#### About this task
Go through the data below. Pull out every line that has the word "Pedro".

#### Data records
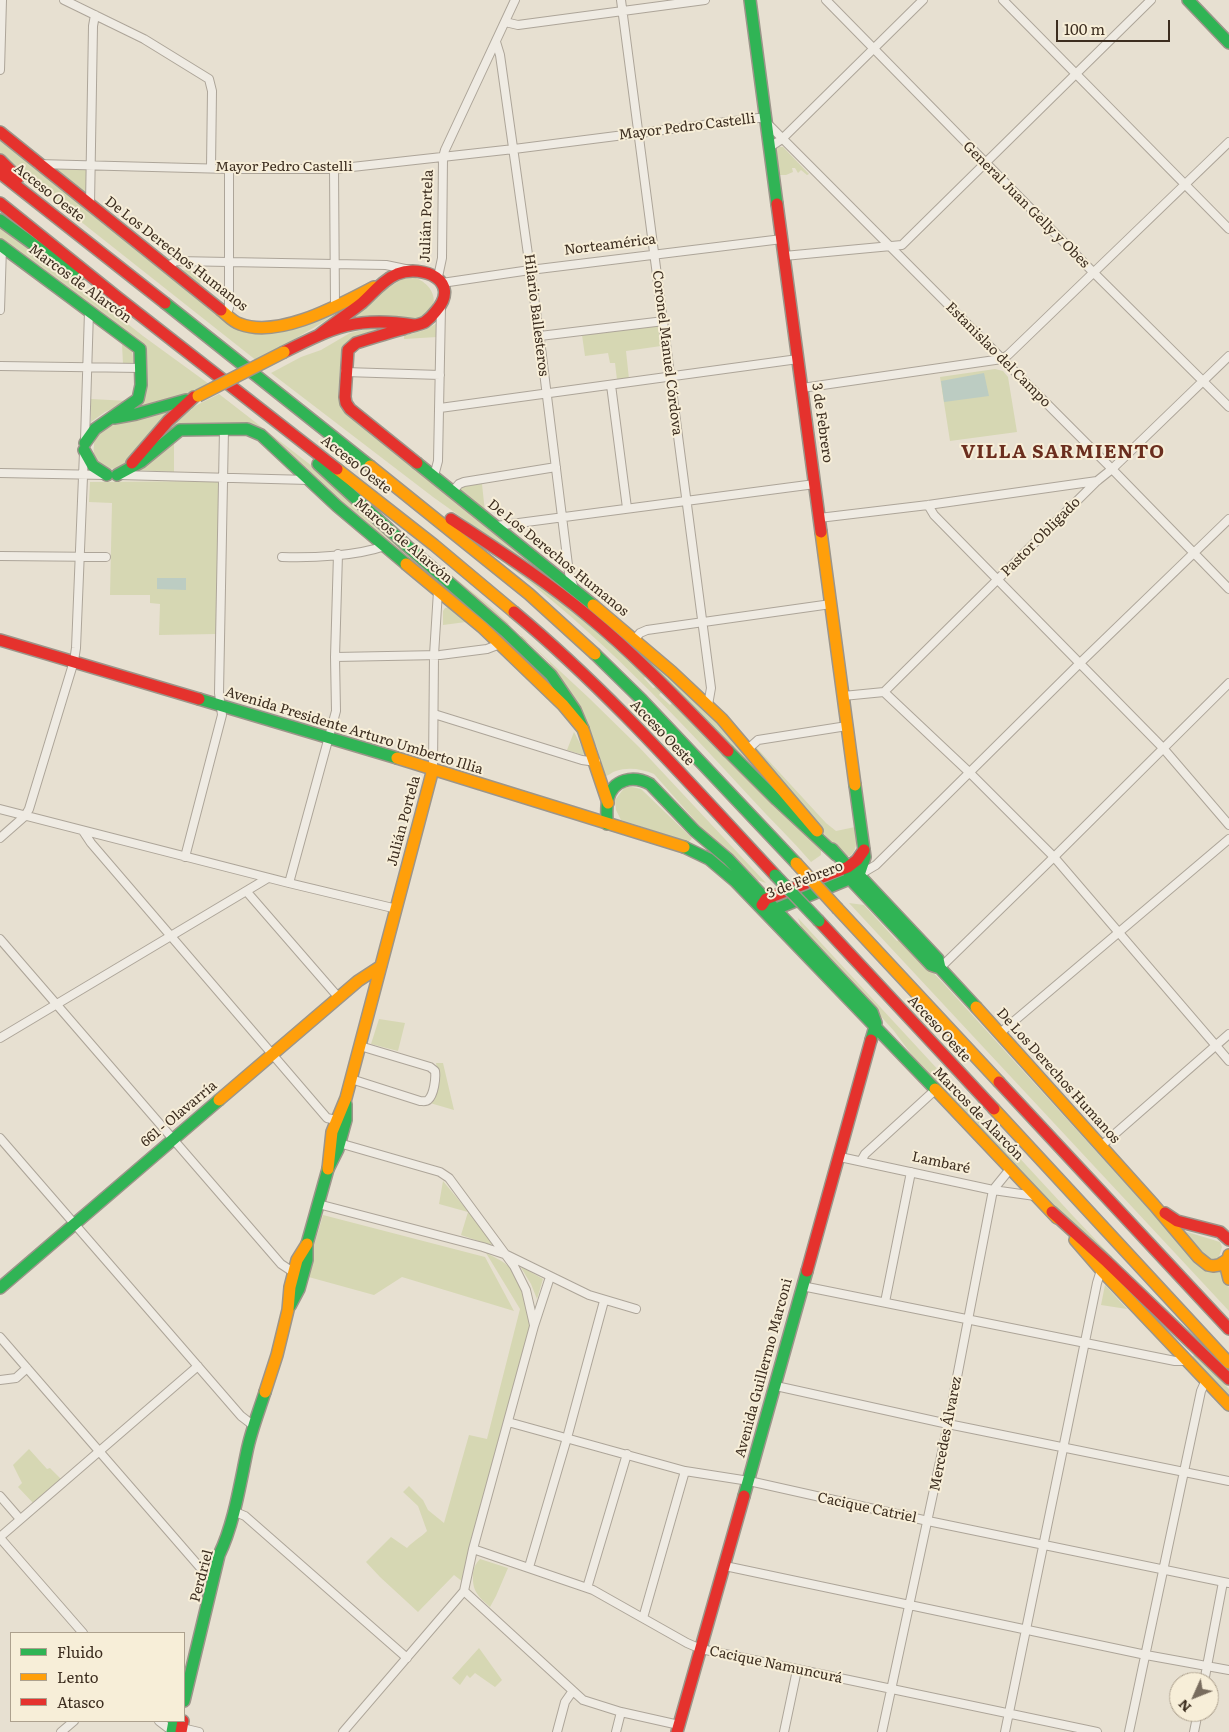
<!DOCTYPE html>
<meta charset="utf-8">
<style>
body{margin:0}
#map{position:relative;width:1229px;height:1732px;overflow:hidden;background:#e7e0d1;font-family:Literata,serif}
canvas{display:block}
.legend{position:absolute;left:10px;top:1632px;width:175px;height:90px;box-sizing:border-box;background:#f7eed8;border:1px solid #ada18e;margin:0;padding:6px 9px;list-style:none;font-size:15px;color:#3d2e20}
.legend li{display:flex;align-items:center;gap:10px;height:25px}
.legend b{width:25px;border:1px solid #ada18e}
.north{position:absolute;left:1169px;top:1672px;width:50px;height:50px;box-sizing:border-box;background:#f7eed8;border:1px solid #ada18e;border-radius:50%;rotate:226deg;font-size:14px;font-weight:700;line-height:20px;text-align:center;color:#3d2e20}
.north::after{content:'';display:block;margin:auto;width:18px;height:22px;background:#786c5e;clip-path:polygon(50% 0,100% 100%,50% 72%,0 100%)}
.scale{position:absolute;left:1056px;top:20px;width:114px;height:22px;box-sizing:border-box;border:2px solid #3d2e20;border-top:0;padding-left:6px;font-size:15px;line-height:18px;white-space:nowrap;color:#3d2e20;-webkit-text-stroke:4px #f7eed8;paint-order:stroke}
</style>
<div id="map">
<canvas width="1229" height="1732"></canvas>
<ul class="legend">
<li><b style="height:6px;background:#30b455"></b>Fluido</li>
<li><b style="height:6px;background:#ff9f0a"></b>Lento</li>
<li><b style="height:6px;background:#e5322d"></b>Atasco</li>
</ul>
<div class="north">N</div>
<div class="scale">100 m</div>
</div>
<script>
const ctx = document.querySelector('canvas').getContext('2d');
ctx.lineJoin = 'round';
function paint(path, color) { ctx.fillStyle = color; ctx.fill(path, 'evenodd'); }
function stroke(path, color, width, dash) { ctx.strokeStyle = color; ctx.lineWidth = width; ctx.lineCap = dash ? 'butt' : 'round'; ctx.setLineDash(dash || []); ctx.stroke(path); }
function write(font, color, halo, rows, align = 'center') {
  ctx.font = font + ' Literata,serif'; ctx.lineWidth = 4; ctx.setLineDash([]); ctx.textBaseline = 'middle'; ctx.strokeStyle = halo; ctx.fillStyle = color; for (const [text, x, y, turn = 0] of rows) {
    ctx.save(); ctx.translate(x, y); ctx.rotate((+turn || 0) * Math.PI / 180); ctx.textAlign = isNaN(turn) ? turn : align; if (halo) ctx.strokeText(text, 0, 0); ctx.fillText(text, 0, 0); ctx.restore();
  }
}
paint(new Path2D(`
 M0,135L241,330L253,334H264L283,330L362,297L320,324L257,361L37,187L0,154Z
 M779,147H783L809,174L807,175L801,170L798,173L795,168H792L793,172L786,175H778L774,151Z
 M48,167L86,168V197Z
 M0,228L64,273L143,336L209,384L163,403L140,409L144,399L145,349L0,241Z
 M180,270H201L200,287Z
 M407,276C435,279 446,311 416,320L336,327L385,290Z
 M437,323V337L404,339V336L425,330Z
 M658,325L661,346L626,351L629,379L617,380L615,363H610L608,353L585,356L582,335Z
 M387,328L348,343L341,353L338,394L342,409L400,455L573,597L626,637L721,724L807,826L573,597L433,497L271,373L301,357L321,350L350,333L368,329Z
 M122,344L132,351L134,364H123Z
 M995,369L1003,371L1008,377L1017,432L950,441L940,377Z
 M219,394L312,466L486,624L344,506L275,442L253,425L207,426L154,444L169,427L192,409L191,408Z
 M91,399L129,401L105,412L91,422Z
 M173,411L124,468L106,469C98,463 92,457 94,446C94,441 95,436 99,432C109,423 157,415 173,411Z
 M174,443V472L136,470L148,464Z
 M220,481L216,634L159,635L160,604L150,603V595H110L112,503L89,502L90,482Z
 M482,484L485,512L459,491L463,486Z
 M413,544L490,606L589,698L639,747L766,883L751,878L706,833L654,774C642,769 628,767 616,771C612,772 609,775 605,777L597,747L549,662L528,642L520,639L522,635L509,624L506,626Z
 M509,560L564,600L646,676L644,678L653,688L660,686L663,690L659,695L670,705L672,703L821,850V855L811,862C792,840 771,820 751,798C675,715 597,632 506,564Z
 M449,607L466,622L443,625V611L445,608Z
 M574,732L585,753L583,755L567,750Z
 M756,747L826,823L836,831L855,827C856,838 859,848 850,856H843L753,750Z
 M625,787H632L641,789L692,838L689,842L621,820L616,810L615,800Z
 M849,903L864,905L897,941L901,939L944,984L1204,1270H1223L1229,1288V1311Z
 M798,918L1074,1217L1151,1298L1083,1237L1043,1196L923,1070L894,1031L802,929Z
 M379,1019L405,1023L398,1051L371,1044Z
 M436,1063H443L454,1110L430,1103C441,1094 438,1075 436,1063Z
 M443,1181L491,1239L492,1244L490,1245L461,1235L468,1212L439,1204Z
 M323,1215L485,1257L514,1311L402,1277L374,1295L305,1276Z
 M1184,1231L1220,1242L1222,1247L1219,1257L1215,1260H1210Z
 M486,1253C494,1257 504,1261 510,1268C526,1284 530,1311 529,1332L463,1582L454,1575L418,1612L380,1577L366,1562L391,1537L407,1548C413,1541 420,1538 427,1531L418,1506L403,1492L409,1486L423,1500L428,1510L444,1523L469,1435L487,1439L520,1309Z
 M520,1266L543,1279L537,1299L531,1284Z
 M1105,1285L1127,1309L1101,1305Z
 M1195,1354L1229,1389V1398L1191,1358Z
 M29,1449L47,1469L50,1468L62,1480L34,1504L18,1487L22,1483L13,1465Z
 M480,1559L508,1568L496,1596L490,1607C477,1595 472,1591 473,1573C474,1567 476,1563 480,1559Z
 M479,1648L502,1680L495,1687L475,1673L470,1678L467,1675L460,1685L452,1678Z`), '#d6d7b3');
paint(new Path2D(`
 M984,373L989,396L944,402L941,381Z
 M157,578H186V590L157,589Z`), '#bcccc2');
const street = new Path2D(`
 M64,0L144,39L209,79L212,91L211,167
 M621,0L711,688L708,705
 M826,0L1093,272L1229,407
 M1003,0L1229,229
 M505,22L518,25L705,0
 M496,42L500,55L540,340L569,573L574,589
 M0,70L2,0
 M770,147L782,139L923,0
 M38,164L229,169H334L514,149L758,118H762L1112,469L1229,589
 M334,169L335,305
 M90,205L93,26L95,15
 M784,256L902,245L1151,0
 M167,267L176,261L386,265L410,270
 M438,277L442,258L443,157L445,150L515,0
 M442,283L530,270L782,239
 M0,310L2,247
 M226,315L229,308V169
 M540,336L664,321
 M0,366L141,368
 M345,372L440,375
 M611,385L627,508
 M802,388L1002,359L1008,355L1229,142
 M440,408L798,359
 M85,440L89,311
 M0,473L105,475
 M119,475L309,480
 M434,476L438,461L441,307
 M452,492L459,484L464,482L556,467
 M928,505L934,515L1163,748L1229,825
 M819,518L928,505L1097,481
 M496,526L815,484
 M0,556L106,557
 M282,557C313,558 356,556 385,546
 M635,639L640,633L647,630L831,604
 M335,657L440,655L487,649L500,644
 M884,692L970,773L1054,857L1229,1061
 M843,696L884,692L1097,481L1112,469L1229,356
 M434,714L582,760L596,762
 M748,749L758,740L847,726
 M433,769L434,655L438,591
 M0,809L289,883L397,909
 M83,831L91,843L327,1118L336,1120
 M0,838L25,816L29,809L74,661L76,648L84,452
 M185,857L222,715L219,693L224,429
 M859,875L876,865L1080,663L1229,519
 M289,883L336,711L335,657L338,554
 M247,892L339,998
 M0,939L281,1264L293,1272
 M940,968L1054,857L1229,683
 M1000,1033L1229,839
 M0,1038L268,878
 M351,1079L420,1101C423,1101 426,1102 428,1100C434,1095 436,1078 435,1071L430,1067L360,1046
 M0,1138L241,1416L254,1426
 M339,1143L440,1172L449,1178L514,1266L526,1290L534,1325
 M1101,1146L1229,1034
 M840,1157L993,1190L1035,1196
 M861,1161L865,1154L934,1091
 M318,1204L483,1247L507,1255L589,1295L636,1309
 M802,1286L1175,1361H1188
 M885,1302L911,1172
 M0,1337L204,1572L213,1580
 M0,1380L16,1378L27,1368
 M776,1386L948,1424L1229,1481
 M508,1422L685,1471L749,1481L928,1521L1229,1583
 M0,1496L20,1519
 M233,1511L245,1516L407,1658
 M0,1537L198,1366
 M0,1538L83,1633
 M473,1549L593,1590L687,1643L701,1649L1097,1732
 M725,1566L1146,1655L1229,1670
 M529,1567L567,1438L604,1301
 M587,1588L627,1454
 M464,1591L583,1700L621,1712L679,1725
 M643,1618L685,1471
 M1204,1682L1223,1582
 M159,1721L172,1731
 M182,1728L199,1732
 M61,1732L74,1721
 M343,1732L464,1591L473,1549L534,1326L550,1277
 M557,1732L565,1702L572,1692
 M616,1732L621,1712
 M784,1732L797,1670
 M882,1732L948,1424L993,1190L1010,1169
 M1005,1732L1097,1283L1101,1270
 M1129,1732L1201,1391L1206,1380
 M1194,1732L1198,1712`);
const fast = new Path2D(`
 M750,0L777,204
 M1188,0L1229,43
 M0,220L62,265L79,275
 M0,245L140,349L141,385L138,399L95,429L85,443
 M165,303L370,466
 M114,418L136,414L186,400
 M84,450L93,466L107,475
 M417,463L593,605
 M318,464L407,546L505,631L551,675L575,710L583,729
 M117,475L141,462L180,430L247,429L261,435L337,506L406,564
 M595,654L642,700L796,863
 M199,699L397,758
 M728,751L777,800L836,855
 M607,824C607,816 606,807 608,799C613,779 633,775 650,784L695,831L728,859L872,1012L876,1023L871,1040
 M684,847L709,859L735,881L935,1089
 M832,849L848,867L859,875L938,959L940,968L976,1007
 M849,873L851,880L931,965L940,968
 M769,910L776,909L859,875L865,857L855,785
 M0,1288L219,1100
 M290,1306L299,1289L307,1260V1244L328,1169L338,1149L346,1120V1104
 M744,1496L807,1271
 M184,1701L219,1555C234,1524 240,1484 247,1451C251,1431 259,1411 265,1392
 M172,1732L174,1721`);
const slow = new Path2D(`
 M221,310C227,315 233,322 240,324C279,339 339,305 374,287
 M370,466L529,594L595,654
 M337,469L434,545L514,612
 M821,532L855,785
 M406,564L482,627L563,705L583,729L608,803
 M593,605L672,672L722,719L817,831
 M397,758L684,847
 M838,909L999,1082
 M976,1007L1154,1205L1198,1257L1208,1265L1213,1266L1219,1265L1227,1260
 M935,1089L1057,1218
 M219,1100L358,981L381,966
 M994,1109L1229,1363
 M328,1169L332,1132L346,1098L433,769
 M1075,1240L1101,1270L1229,1405
 M1229,1255L1226,1267L1229,1279
 M265,1392L277,1355L288,1310L290,1287L297,1260L307,1244`);
const jam = new Path2D(`
 M0,132L221,310
 M0,160L18,178
 M0,173L165,303
 M0,203L117,297L337,469
 M777,204L821,532
 M319,335C333,324 348,314 362,303C373,293 383,280 397,274C423,264 462,281 436,311C433,315 429,319 425,322C419,325 410,326 403,329C388,333 372,338 356,343L348,350L345,397L346,403L350,409L417,463
 M284,352C334,327 357,316 414,325
 M132,463L168,421L194,397
 M451,519C498,550 545,580 588,616C638,657 683,705 728,751
 M514,612C609,691 691,785 775,875
 M0,640L199,699
 M762,905L766,899L848,867L857,860L864,850
 M819,921L994,1109
 M999,1082L1229,1329
 M1052,1212L1107,1262L1229,1379
 M1165,1213L1177,1221L1220,1232L1229,1240
 M807,1271L871,1040
 M181,1732L183,1721
 M677,1732L744,1496`);
stroke(street, '#ada599', 10);
stroke(fast, '#9c958a', 14);
stroke(slow, '#9c958a', 14);
stroke(jam, '#9c958a', 14);
stroke(street, '#efebe3', 8);
stroke(fast, '#30b455', 11);
stroke(slow, '#ff9f0a', 11);
stroke(jam, '#e5322d', 11);
const fastBridge = new Path2D(`
 M775,875L819,921`);
const slowBridge = new Path2D(`
 M198,396L284,352
 M796,863L838,909`);
stroke(fastBridge, '#9c958a', 14, []);
stroke(slowBridge, '#9c958a', 14, []);
stroke(fastBridge, '#30b455', 11);
stroke(slowBridge, '#ff9f0a', 11);
write('14px', '#3d2e20', '#f7eed8', [
 ["Mayor Pedro Castelli",687,127,-7],
 ["Mayor Pedro Castelli",284,167],
 ["Acceso Oeste",49,193,38],
 ["General Juan Gelly y Obes",1026,205,45],
 ["Julián Portela",427,216,-88],
 ["Norteamérica",610,245,-7],
 ["De Los Derechos Humanos",176,254,38],
 ["Marcos de Alarcón",80,284,36],
 ["Hilario Ballesteros",536,315,83],
 ["Coronel Manuel Córdova",667,353,83],
 ["Estanislao del Campo",998,355,45],
 ["3 de Febrero",822,423,82],
 ["Acceso Oeste",356,465,38],
 ["Pastor Obligado",1041,537,-45],
 ["Marcos de Alarcón",403,541,40],
 ["De Los Derechos Humanos",558,558,39],
 ["Avenida Presidente Arturo Umberto Illia",354,731,17],
 ["Acceso Oeste",662,733,46],
 ["Julián Portela",404,821,-75],
 ["3 de Febrero",805,880,-21],
 ["Acceso Oeste",939,1029,47],
 ["De Los Derechos Humanos",1058,1076,48],
 ["661 - Olavarría",179,1114,-40],
 ["Marcos de Alarcón",978,1114,46],
 ["Lambaré",941,1163,12],
 ["Avenida Guillermo Marconi",764,1368,-75],
 ["Mercedes Álvarez",946,1434,-79],
 ["Cacique Catriel",867,1508,12],
 ["Perdriel",202,1576,-75],
 ["Cacique Namuncurá",776,1665,12]
]);
ctx.letterSpacing = '1px';
write('bold 19px', '#6b2e1e', '#f7eed8', [
 ["VILLA SARMIENTO",1063,452]
]);
ctx.letterSpacing = '0px';
</script>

#### Answer area
 ["Mayor Pedro Castelli",687,127,-7],
 ["Mayor Pedro Castelli",284,167],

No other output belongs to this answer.